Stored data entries
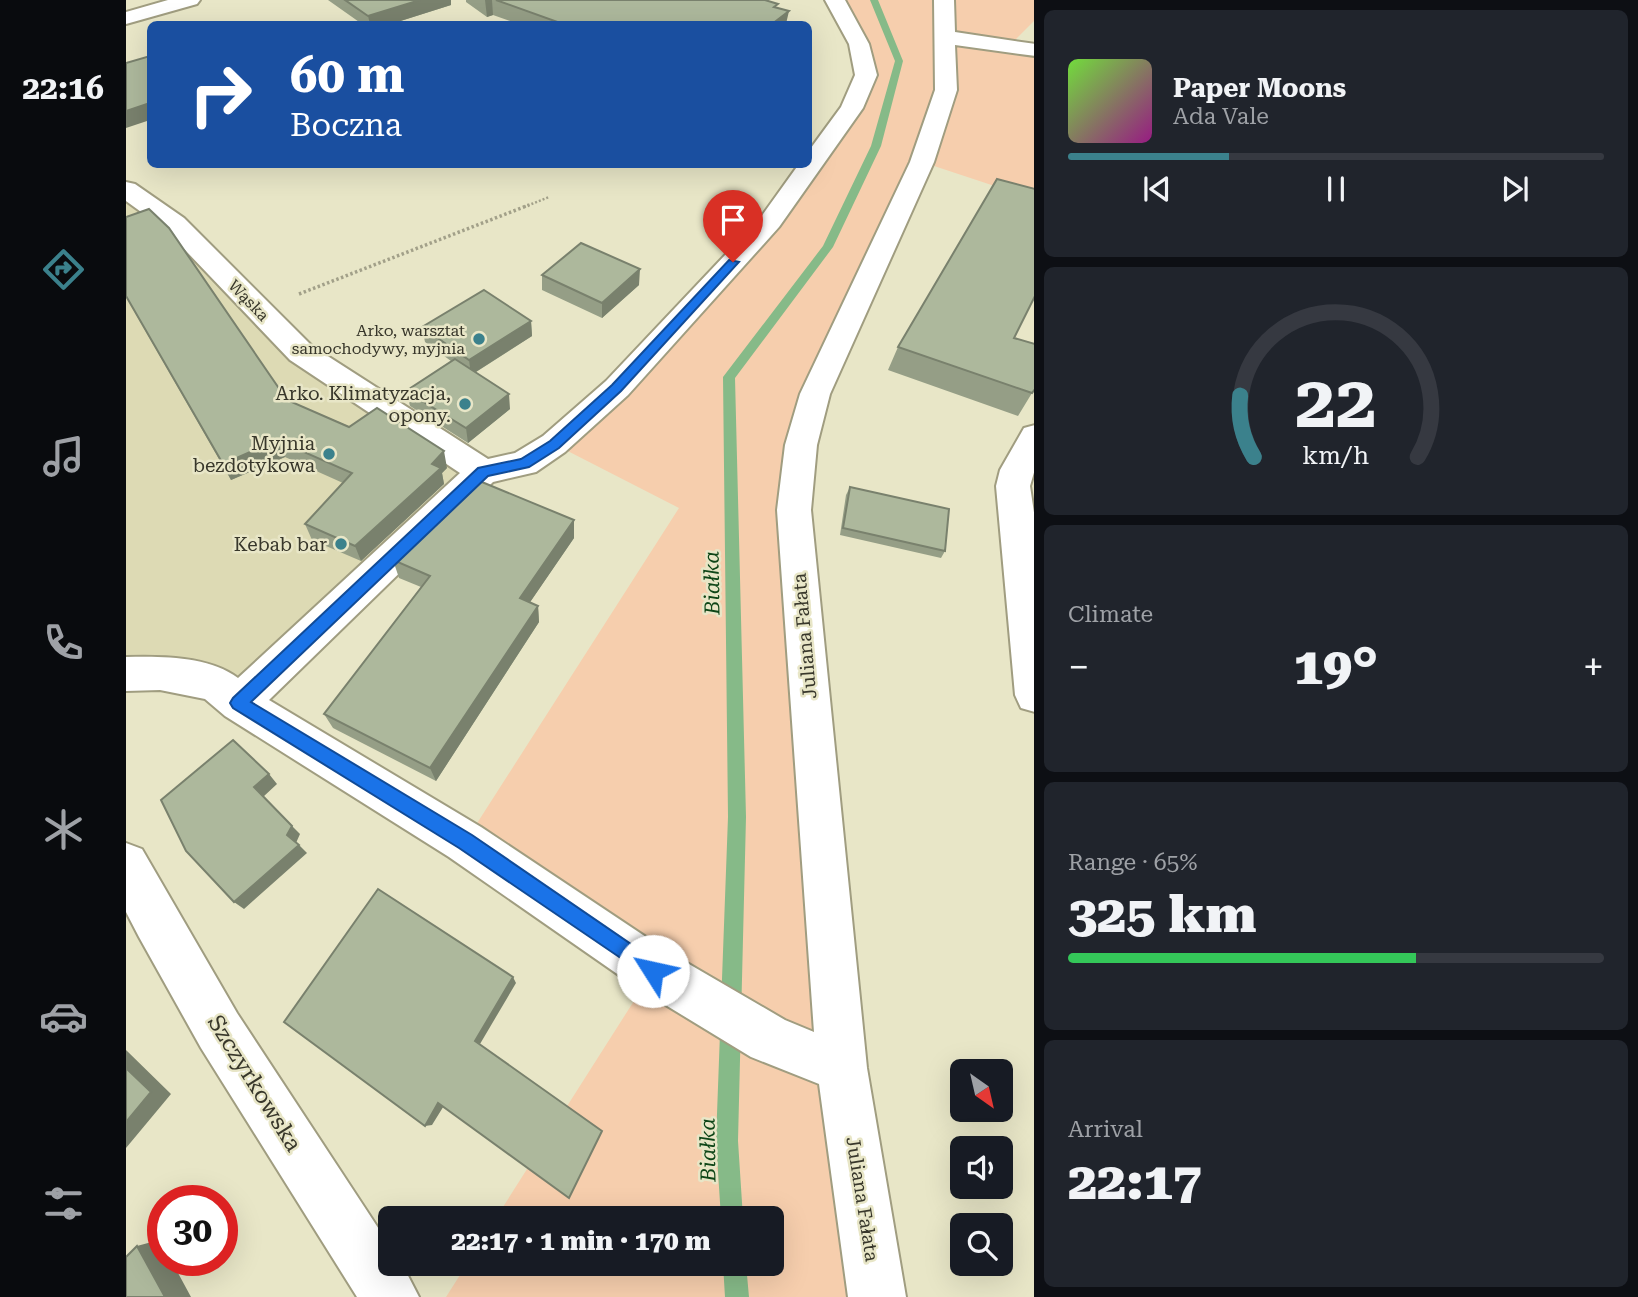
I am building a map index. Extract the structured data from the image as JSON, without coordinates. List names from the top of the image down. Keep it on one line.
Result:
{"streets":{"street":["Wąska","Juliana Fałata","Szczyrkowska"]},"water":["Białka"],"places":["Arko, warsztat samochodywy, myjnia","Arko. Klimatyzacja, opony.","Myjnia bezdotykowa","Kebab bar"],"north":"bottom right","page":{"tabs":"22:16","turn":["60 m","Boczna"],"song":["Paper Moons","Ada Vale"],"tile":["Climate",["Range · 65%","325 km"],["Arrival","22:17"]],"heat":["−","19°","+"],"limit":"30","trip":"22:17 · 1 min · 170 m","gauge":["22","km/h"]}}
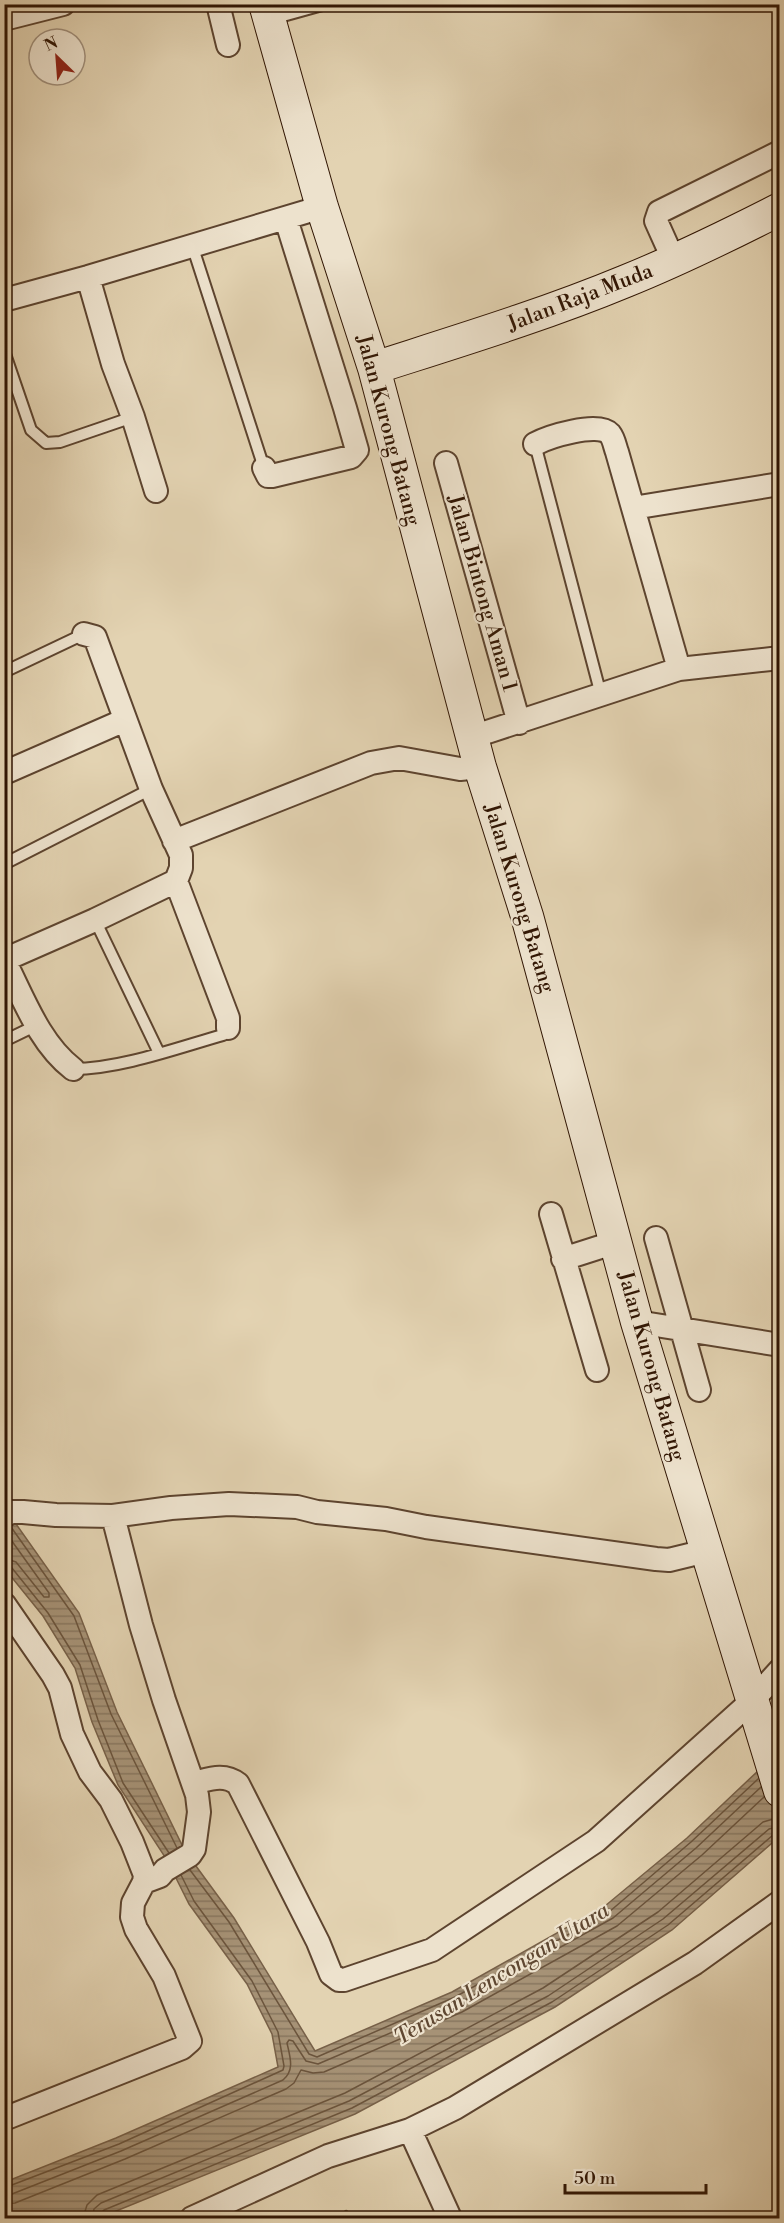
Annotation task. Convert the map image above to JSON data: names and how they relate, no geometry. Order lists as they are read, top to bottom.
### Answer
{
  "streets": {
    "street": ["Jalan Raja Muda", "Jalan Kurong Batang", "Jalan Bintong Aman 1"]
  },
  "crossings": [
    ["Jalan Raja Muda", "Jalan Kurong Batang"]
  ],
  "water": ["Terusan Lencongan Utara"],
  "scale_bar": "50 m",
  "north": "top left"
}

Problem statement – For every entry above, please output the text exactly and leave any picture behind.

Task solution –
I am building a map index. Extract the structured data from the image as JSON, without coordinates. List names from the top of the image down. Keep it on one line.
Result:
{"streets":{"street":["Wąska","Juliana Fałata","Szczyrkowska"]},"water":["Białka"],"places":["Arko, warsztat samochodywy, myjnia","Arko. Klimatyzacja, opony.","Myjnia bezdotykowa","Kebab bar"],"north":"bottom right","page":{"tabs":"22:16","turn":["60 m","Boczna"],"song":["Paper Moons","Ada Vale"],"tile":["Climate",["Range · 65%","325 km"],["Arrival","22:17"]],"heat":["−","19°","+"],"limit":"30","trip":"22:17 · 1 min · 170 m","gauge":["22","km/h"]}}
Annotation task. Convert the map image above to JSON data: names and how they relate, no geometry. Order lists as they are read, top to bottom.
### Answer
{
  "streets": {
    "street": ["Jalan Raja Muda", "Jalan Kurong Batang", "Jalan Bintong Aman 1"]
  },
  "crossings": [
    ["Jalan Raja Muda", "Jalan Kurong Batang"]
  ],
  "water": ["Terusan Lencongan Utara"],
  "scale_bar": "50 m",
  "north": "top left"
}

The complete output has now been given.